Film has always had a place in his thinking, however. Early film, and seminal figures such as the magician-cum-filmmaker Georges Melies, have had an important influence on his work, as have the magic acts, peep shows, dioramas and cycloramas that entertained the Victorians. His large installation works, such as You Will Remember When You Need To Know (1995), Catastrophe (1998) and Another City (1999/2002), made direct references to films and directors and drew on the audience’s knowledge of film genres — science fiction, disaster, romance — to flesh out suggestive but plotless scenes.

Even now that Hoffos is moving further away from film in works such as Redwood Downs (2002), another large installation, and Scenes from The House Dream, in which he is working smaller and refining his techniques, film still informs his work. It seems inevitable, and, after all, film is referred to metaphorically as “the dream machine.”

Related to Parlour (1998), a table-top dollhouse model Hoffos made for a show in Spain about Houdini and fakery — the first work into which he projected small figures — the new miniature models or “scenes” function like story boards. Hoffos is making them in clusters, in no particular order.

“The scenes aren’t in their proper order yet,” he says. “They will be in order when The House Dream is complete. It’s my clumsy way of making a narrative at this point.

“There is no obvious connection to movies anymore. When it’s less like a movie, it is more like a dream. In many of my dreams, I get stuck. The narrative stops and becomes a scene. That’s the feeling I am trying to recreate.”

He likens the installations of Scenes From the Dream Machine to “a nocturnal zoo exhibit; you go in and hear the sounds of life. Or a dark aquarium.”

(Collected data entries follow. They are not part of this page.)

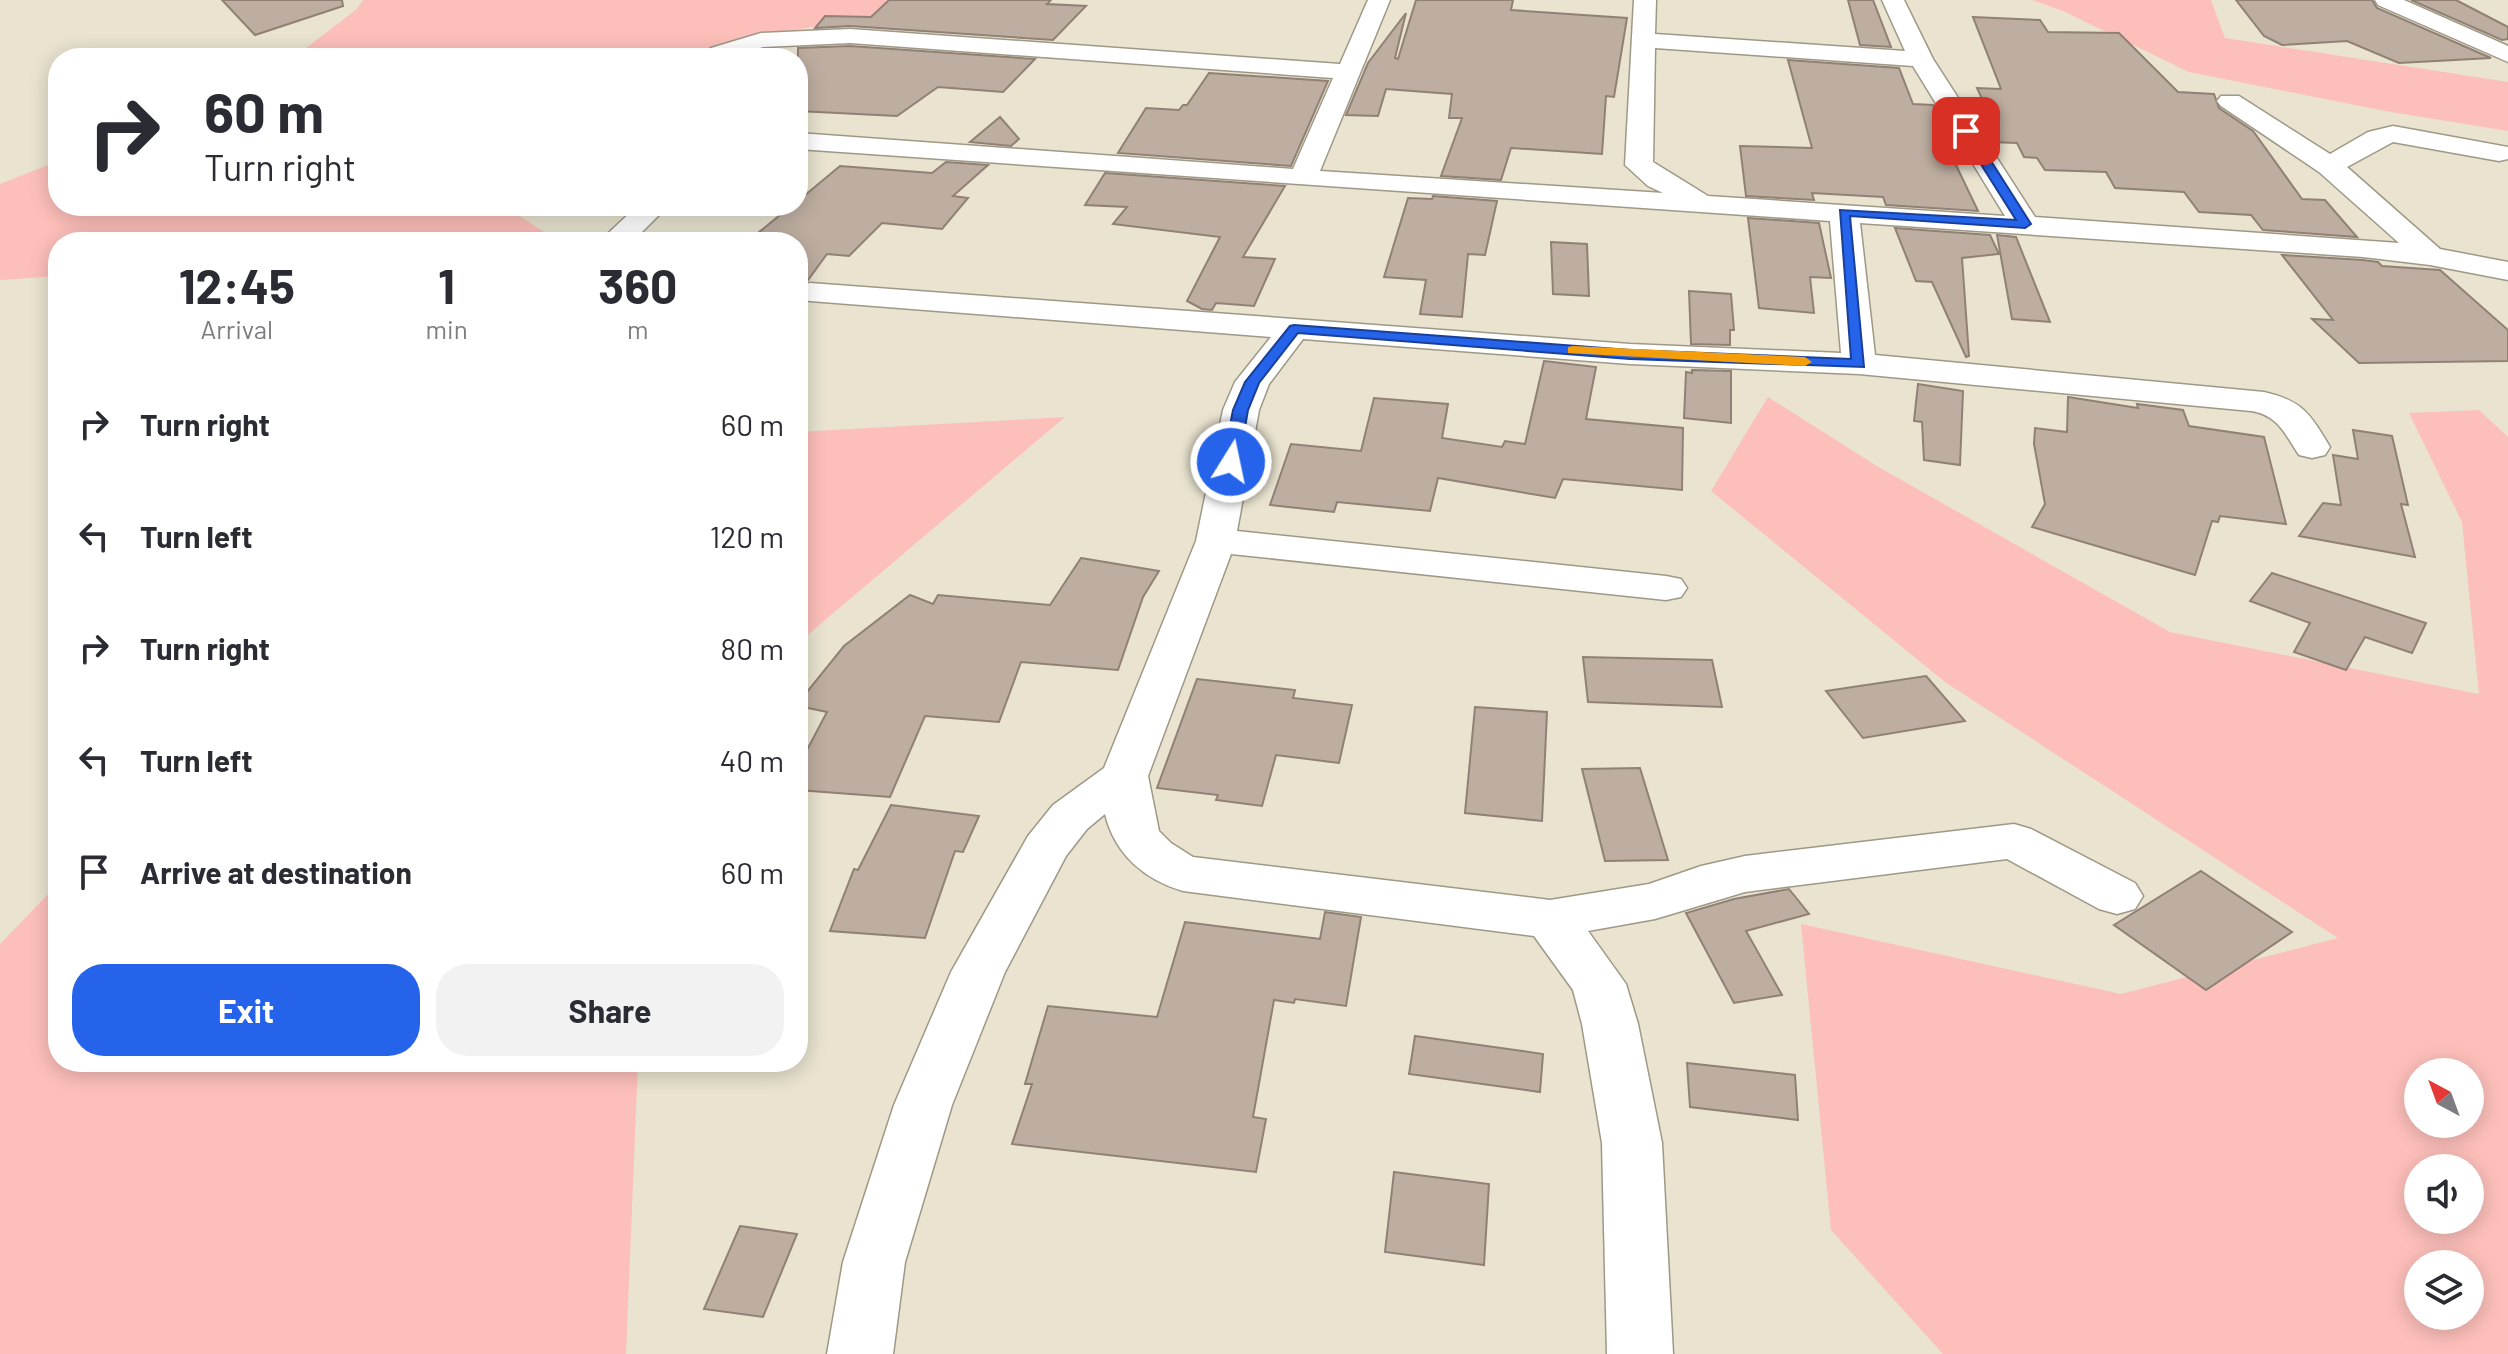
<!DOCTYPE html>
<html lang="en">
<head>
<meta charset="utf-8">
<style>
	:root { --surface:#fff; --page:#f2f2f3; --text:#2b2b33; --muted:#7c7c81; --accent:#2563eb }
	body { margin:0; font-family:Barlow,sans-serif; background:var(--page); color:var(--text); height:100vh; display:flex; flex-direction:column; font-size:30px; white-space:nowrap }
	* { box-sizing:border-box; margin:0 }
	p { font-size:26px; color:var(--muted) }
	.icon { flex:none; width:44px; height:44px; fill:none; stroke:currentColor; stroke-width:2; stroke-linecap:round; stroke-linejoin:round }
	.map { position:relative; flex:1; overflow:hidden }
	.details { position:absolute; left:48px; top:232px; width:760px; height:840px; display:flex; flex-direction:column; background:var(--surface); border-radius:32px; box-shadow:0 4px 20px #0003 }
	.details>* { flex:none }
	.top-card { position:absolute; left:48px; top:48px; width:760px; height:168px; border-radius:32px; box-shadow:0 4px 20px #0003; background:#fff; color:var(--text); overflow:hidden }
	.needle { width:52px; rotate:319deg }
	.buttons { position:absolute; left:2404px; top:1058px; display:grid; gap:16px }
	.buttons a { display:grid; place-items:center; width:80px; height:80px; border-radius:50%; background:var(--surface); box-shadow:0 4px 20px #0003; font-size:40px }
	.pin { position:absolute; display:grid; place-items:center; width:68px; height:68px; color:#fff; margin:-34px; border-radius:16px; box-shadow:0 4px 12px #0006 }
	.me { position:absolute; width:88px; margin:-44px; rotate:10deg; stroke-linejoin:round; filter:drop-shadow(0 0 6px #0008) }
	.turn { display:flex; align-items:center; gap:28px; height:168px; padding:0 24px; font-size:36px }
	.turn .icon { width:104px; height:104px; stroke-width:2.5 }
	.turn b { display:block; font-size:56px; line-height:68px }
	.eta { display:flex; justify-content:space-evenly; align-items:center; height:136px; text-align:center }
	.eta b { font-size:48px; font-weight:700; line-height:56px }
	.action { display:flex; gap:16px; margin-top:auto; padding:16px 24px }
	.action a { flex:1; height:92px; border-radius:32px; background:var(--accent); color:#fff; font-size:32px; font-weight:700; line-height:92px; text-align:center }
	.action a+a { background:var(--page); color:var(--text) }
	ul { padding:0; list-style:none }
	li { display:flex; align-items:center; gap:24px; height:112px; padding:0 24px }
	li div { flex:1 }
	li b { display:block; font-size:30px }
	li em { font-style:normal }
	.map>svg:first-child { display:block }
</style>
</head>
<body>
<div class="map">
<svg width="2508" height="1354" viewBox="0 0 2508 1354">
	<rect width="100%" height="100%" fill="#e9e3d0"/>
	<g fill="#fdbfba" fill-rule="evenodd">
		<polygon points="363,0 969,0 772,34 673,58 293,58 357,9"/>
		<polygon points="2032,0 2211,0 2225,38 2508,82 2508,131 2385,111 2189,72 2063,11"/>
		<polygon points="58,161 58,206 504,206 549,235 553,242 58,242 58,276 0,280 0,184"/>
		<path d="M1768,397L1875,465L2170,632L2479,694L2462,522L2409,413L2479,410L2508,437V1354H1943L1831,1230L1801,924L2121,994L2338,938L1945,682L1711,491ZM2418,1072H2470V1124H2418ZM2418,1168H2470V1220H2418ZM2418,1264H2470V1316H2418Z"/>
		<polygon points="1065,417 798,643 798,432"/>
		<polygon points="58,884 58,1062 638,1062 626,1354 0,1354 0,944"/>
	</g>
	<g fill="#beaea1" stroke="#918175" stroke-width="2">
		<polygon points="222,0 342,0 343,6 255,35"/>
		<polygon points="889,0 1051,0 1047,4 1086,6 1053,40 850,26 815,28 825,16 871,17"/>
		<polygon points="1416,0 1513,0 1511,10 1627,18 1614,97 1606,96 1602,154 1511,148 1501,180 1441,176 1462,118 1449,118 1452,94 1386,89 1378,116 1346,115 1368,63 1406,13 1395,58 1398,59"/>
		<polygon points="1848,0 1873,0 1891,47 1860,45"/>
		<polygon points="2236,0 2372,0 2377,8 2491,58 2399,63 2347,41 2282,45 2264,36"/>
		<polygon points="2411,0 2456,0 2508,27 2508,39 2502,40"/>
		<polygon points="1973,17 2040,20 2048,32 2119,33 2178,92 2214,94 2219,108 2253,131 2302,199 2325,200 2357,237 2263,230 2251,215 2199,212 2184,192 2115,188 2106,172 2045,170 2037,158 2024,157 2017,143 1990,142 1967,106 1986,107 1977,88 2001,89"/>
		<polygon points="850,46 1035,59 1003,92 938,87 897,116 798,111 798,48"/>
		<polygon points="1788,60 1899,68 1913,104 1933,105 1955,140 1944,140 1978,211 1886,205 1883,197 1812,193 1814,200 1746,196 1740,146 1812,148"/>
		<polygon points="1209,73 1328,81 1291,166 1118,153 1146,108 1179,110 1183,105 1187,105"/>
		<polygon points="1000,117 1019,139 1011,146 970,142"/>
		<polygon points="946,162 988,165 953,196 968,198 942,229 882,223 849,256 827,254 808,280 798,282 798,242 747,242 791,206 798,206 798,201 840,166 932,173"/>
		<polygon points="1105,173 1285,186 1243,257 1275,259 1254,306 1216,303 1212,310 1202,309 1187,301 1220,237 1113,224 1127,207 1085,205"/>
		<polygon points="1433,196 1497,201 1485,255 1468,254 1462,317 1420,314 1426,280 1384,277 1408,198 1432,199"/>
		<polygon points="1748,218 1819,223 1831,278 1810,277 1814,313 1759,308"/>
		<polygon points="1895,228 1990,235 1999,254 1962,258 1969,356 1966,357 1932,282 1916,281"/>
		<polygon points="1997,235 2016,237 2050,322 2012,319"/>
		<polygon points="1551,242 1587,244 1589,296 1553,294"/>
		<polygon points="2282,255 2363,260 2378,262 2382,266 2440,270 2508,330 2508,361 2359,363 2312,319 2333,320"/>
		<polygon points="1689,291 1731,294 1734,330 1730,330 1730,345 1691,344"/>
		<polygon points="1544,361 1596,367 1586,419 1683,428 1682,490 1563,479 1555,498 1438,478 1430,511 1337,502 1334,512 1270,505 1291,444 1361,451 1374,398 1448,404 1442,438 1502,447 1505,441 1525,444"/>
		<polygon points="1692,370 1731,371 1731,423 1684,418 1686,372 1692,373"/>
		<polygon points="1918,384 1963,391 1960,465 1924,460 1922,422 1914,421"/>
		<polygon points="2068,397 2138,408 2137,404 2183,410 2189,426 2264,437 2286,524 2220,516 2218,522 2212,521 2195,575 2032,527 2045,504 2034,444 2035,428 2067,432"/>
		<polygon points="2353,430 2392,436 2408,505 2401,504 2415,557 2299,536 2323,503 2341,505 2333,455 2358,459"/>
		<polygon points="1081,558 1159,571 1143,597 1118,670 1021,662 999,722 925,716 890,797 798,790 798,767 827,712 798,706 798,703 844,646 910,595 933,604 938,595 1050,605"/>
		<polygon points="2272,573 2426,623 2412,653 2365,637 2346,670 2294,652 2310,623 2250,601"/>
		<polygon points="1583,657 1712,660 1722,707 1588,702"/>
		<polygon points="1926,676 1965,721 1863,738 1826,691"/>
		<polygon points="1197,679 1295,690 1293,698 1352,705 1339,763 1276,755 1262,806 1216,800 1218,795 1157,788"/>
		<polygon points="1475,707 1547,712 1542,821 1465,813"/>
		<polygon points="1640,768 1668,860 1605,861 1582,769"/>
		<polygon points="891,805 979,816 963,852 955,851 925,938 830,931 854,869 858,870"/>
		<polygon points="2201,871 2292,932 2206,990 2114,925"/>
		<polygon points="1789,889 1809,914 1746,931 1782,995 1734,1003 1686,913 1734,899"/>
		<polygon points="1325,912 1361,917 1346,1006 1295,999 1294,1003 1274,1000 1253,1117 1266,1119 1256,1172 1012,1144 1032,1084 1025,1084 1048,1006 1157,1017 1185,922 1320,939"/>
		<polygon points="1415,1036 1543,1054 1540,1092 1409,1074"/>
		<polygon points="1687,1063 1795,1075 1798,1120 1690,1107"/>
		<polygon points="1394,1172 1489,1184 1484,1265 1385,1252"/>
		<polygon points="740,1226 797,1234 763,1317 704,1309"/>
	</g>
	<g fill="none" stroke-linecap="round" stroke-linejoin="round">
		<g stroke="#9e9886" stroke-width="3">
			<g id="minor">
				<path d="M1368,0H1390L1320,171L1663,193L1648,186L1625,165L1634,0H1656L1655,34L1905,51L1882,0H1904L1933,59L2035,217L2399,243L2319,172L2221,106L2217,101L2221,96H2239L2330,154L2368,132L2393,126L2508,147V159L2499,161L2393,142L2347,167L2440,249L2508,262V280L2430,265L2363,257L1860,223L1875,355L2264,392C2303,401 2310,414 2330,447L2325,455L2312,458L2299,455C2285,434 2278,415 2251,411L1859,374L1630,364L1303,339L1269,384L1259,410L1237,531L1666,576L1681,579L1687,588L1681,597L1666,600L1231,554L1148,776L1159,831L1171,843L1193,857L1550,900L1649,884L1701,866L1745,856L2014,824L2031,829L2135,883L2143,896L2135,909L2117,914L2099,909L2007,859L1745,892L1655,919L1588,931L1626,984L1638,1024L1662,1143L1673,1354H1607L1602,1143L1582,1024L1573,990L1534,936L1183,891C1145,880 1115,855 1105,814L1087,829L1066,856L1005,972L952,1105L905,1262L893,1354H827L843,1262L894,1105L951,972L1028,836L1053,805L1104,768L1196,541L1223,410L1235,382L1271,337L810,301L799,299V285L810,283L1630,344L1841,353L1830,221L798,149V133L1293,169L1333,78L850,43L763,47L728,58H711L707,53L711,48L761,33L850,29L1340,64ZM1655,48L1913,66L2005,216L1708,196L1653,162Z"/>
				<polygon points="2375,0 2404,0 2508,46 2508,62 2378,5"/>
				<polygon points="637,206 668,206 632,242 599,242"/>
			</g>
		</g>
		<use href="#minor" fill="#fff" fill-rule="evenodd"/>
	</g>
	<polygon fill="#2563eb" stroke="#184099" stroke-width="2" points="1962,128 1970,128 2031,224 2025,228 1850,216 1864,367 1630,359 1298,333 1259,383 1248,410 1239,462 1231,467 1223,462 1233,410 1245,382 1290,326 1294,325 1630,350 1851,359 1840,210 2016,220 1960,131"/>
	<polygon fill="#f59e0b" points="1573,346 1805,357 1812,362 1805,366 1568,353 1568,347"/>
</svg>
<div class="buttons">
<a><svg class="needle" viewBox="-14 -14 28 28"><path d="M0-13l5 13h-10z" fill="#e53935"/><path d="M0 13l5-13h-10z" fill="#7c7c81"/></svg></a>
<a><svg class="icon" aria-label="sound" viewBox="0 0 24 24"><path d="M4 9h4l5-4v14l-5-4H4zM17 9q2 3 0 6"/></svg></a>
<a><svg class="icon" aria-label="layers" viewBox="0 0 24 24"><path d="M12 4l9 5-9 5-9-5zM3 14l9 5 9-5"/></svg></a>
</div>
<div class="pin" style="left:1966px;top:131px;background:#d93025"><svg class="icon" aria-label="arrive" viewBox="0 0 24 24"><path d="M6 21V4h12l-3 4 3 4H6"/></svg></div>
<svg class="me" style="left:1231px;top:462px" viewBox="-20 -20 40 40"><circle r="17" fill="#2563eb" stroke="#fff" stroke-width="3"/><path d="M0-11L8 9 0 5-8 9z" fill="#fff"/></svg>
<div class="top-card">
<div class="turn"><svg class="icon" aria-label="right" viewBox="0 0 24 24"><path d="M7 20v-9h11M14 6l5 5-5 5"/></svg><div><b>60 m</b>Turn right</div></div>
</div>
<section class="details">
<div class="eta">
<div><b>12:45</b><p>Arrival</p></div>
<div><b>1</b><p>min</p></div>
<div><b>360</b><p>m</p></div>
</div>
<ul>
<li><svg class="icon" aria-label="right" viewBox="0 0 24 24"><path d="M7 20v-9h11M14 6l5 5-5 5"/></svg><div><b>Turn right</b></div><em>60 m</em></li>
<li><svg class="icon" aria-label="left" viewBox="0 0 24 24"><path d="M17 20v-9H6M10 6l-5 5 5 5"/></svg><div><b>Turn left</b></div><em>120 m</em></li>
<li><svg class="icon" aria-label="right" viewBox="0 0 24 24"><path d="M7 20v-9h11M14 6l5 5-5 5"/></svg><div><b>Turn right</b></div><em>80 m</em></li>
<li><svg class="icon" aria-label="left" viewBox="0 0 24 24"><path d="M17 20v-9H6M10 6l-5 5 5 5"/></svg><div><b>Turn left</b></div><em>40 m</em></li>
<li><svg class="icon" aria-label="arrive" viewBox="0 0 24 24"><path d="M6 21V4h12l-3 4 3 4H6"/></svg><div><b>Arrive at destination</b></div><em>60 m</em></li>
</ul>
<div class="action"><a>Exit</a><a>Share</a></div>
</section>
</div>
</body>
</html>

The wilderness one enters in Scenes From The Dream House, for the moment at least, seem obviously to be psychological. Its story will emerge. Phase Three will appear this time next year at TrepanierBaer, followed by Phase Four and Phase Five.

Perhaps the house is the self, Hoffos says. “I’m keeping it pretty mysterious, even to myself. I don’t know the whole story. If I did, I don’t think I’d make the work. I’m telling this story to myself.”